Weights hosted at [`thorir/LUNA`](https://huggingface.co/thorir/LUNA) on HuggingFace.

---

## Benchmarks

Inference benchmarks across two platforms: **Linux aarch64 VM** (16C/16T, 46GB RAM, Virtio/Vulkan GPU) and **Apple M3 Max** (12C/16T, 48GB RAM, Metal GPU). All runs use 22 EEG channels × 1280 samples (5s @ 256Hz), 3 warmup + 10 timed runs.

### Inference Latency

![Inference Latency](./figures/inference_latency.png)

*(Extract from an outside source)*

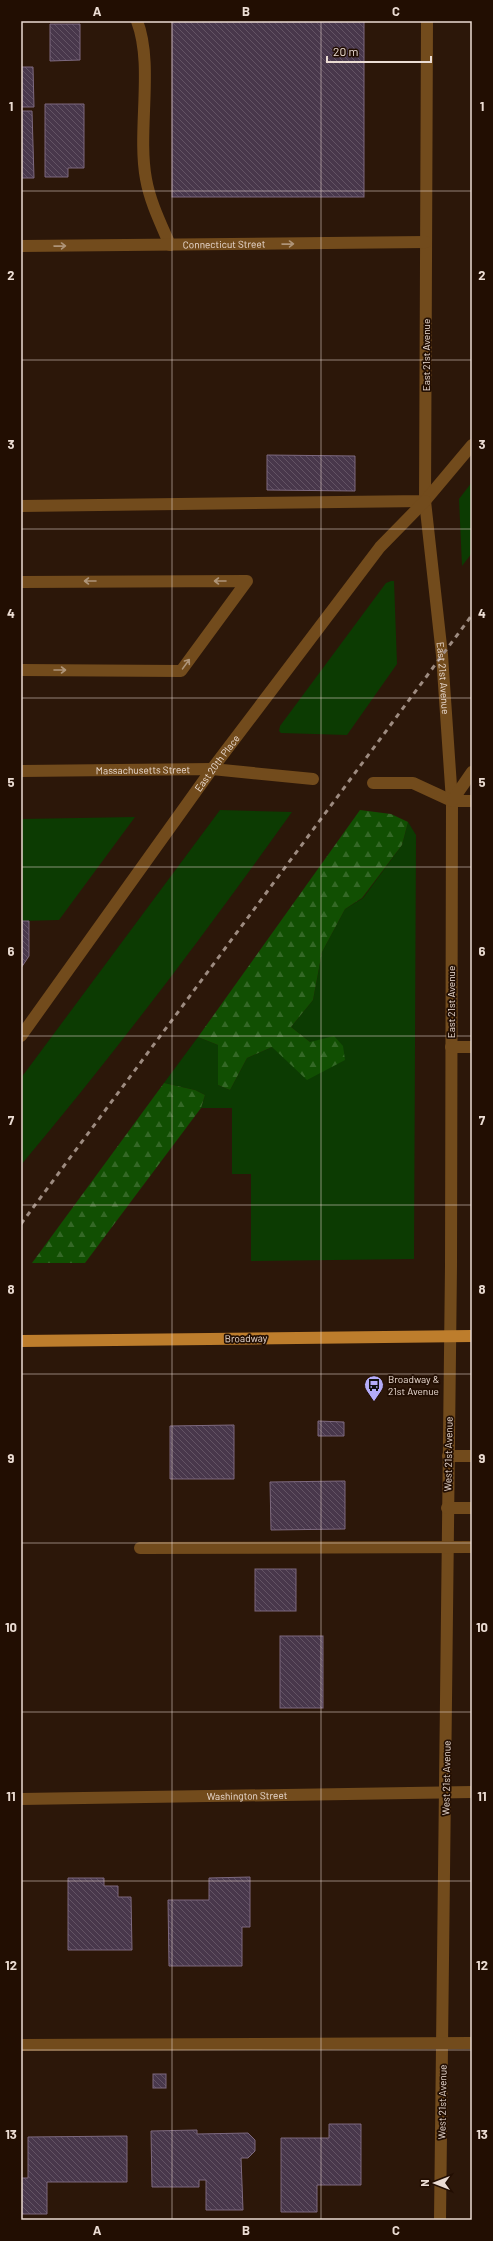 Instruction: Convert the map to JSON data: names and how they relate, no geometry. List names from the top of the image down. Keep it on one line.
{"streets":{"main road":["Broadway"],"street":["Connecticut Street","East 21st Avenue","East 20th Place","Massachusetts Street","West 21st Avenue","Washington Street"]},"crossings":[["Connecticut Street","East 21st Avenue"],["East 21st Avenue","East 20th Place"],["East 21st Avenue","Broadway"],["East 21st Avenue","West 21st Avenue"],["East 20th Place","Massachusetts Street"],["Broadway","West 21st Avenue"],["West 21st Avenue","Washington Street"]],"one_way":["Connecticut Street"],"places":{"bus stop":["Broadway & 21st Avenue"]},"scale_bar":"20 m","north":"left","grid":{"columns":["A","B","C"],"rows":["1","2","3","4","5","6","7","8","9","10","11","12","13"]}}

| Variant | Linux CPU | Linux GPU (Vulkan) | M3 Max CPU (Accelerate) | M3 Max GPU (Metal) |
|---------|-----------|-------------------|------------------------|-------------------|
| **Base** (7M) | 82.3 ms | 226.1 ms | 26.5 ms | **13.2 ms** |
| **Large** (43M) | 181.1 ms | 328.2 ms | 64.2 ms | **13.0 ms** |
| **Huge** (311M) | 2550.7 ms | 771.2 ms | 602.7 ms | **23.6 ms** |

### Speedup vs Linux CPU Baseline

![Speedup](./figures/speedup.png)

| Variant | M3 Max CPU | M3 Max GPU (Metal) |
|---------|-----------|-------------------|
| **Base** | 3.1× | **6.2×** |
| **Large** | 2.8× | **13.9×** |
| **Huge** | 4.2× | **108.1×** |

### Model Load Time

![Load Time](./figures/load_time.png)

### Latency Distribution

![Latency Distribution](./figures/latency_distribution.png)

### Channel Scaling

![Channel Scaling](./figures/channel_scaling.png)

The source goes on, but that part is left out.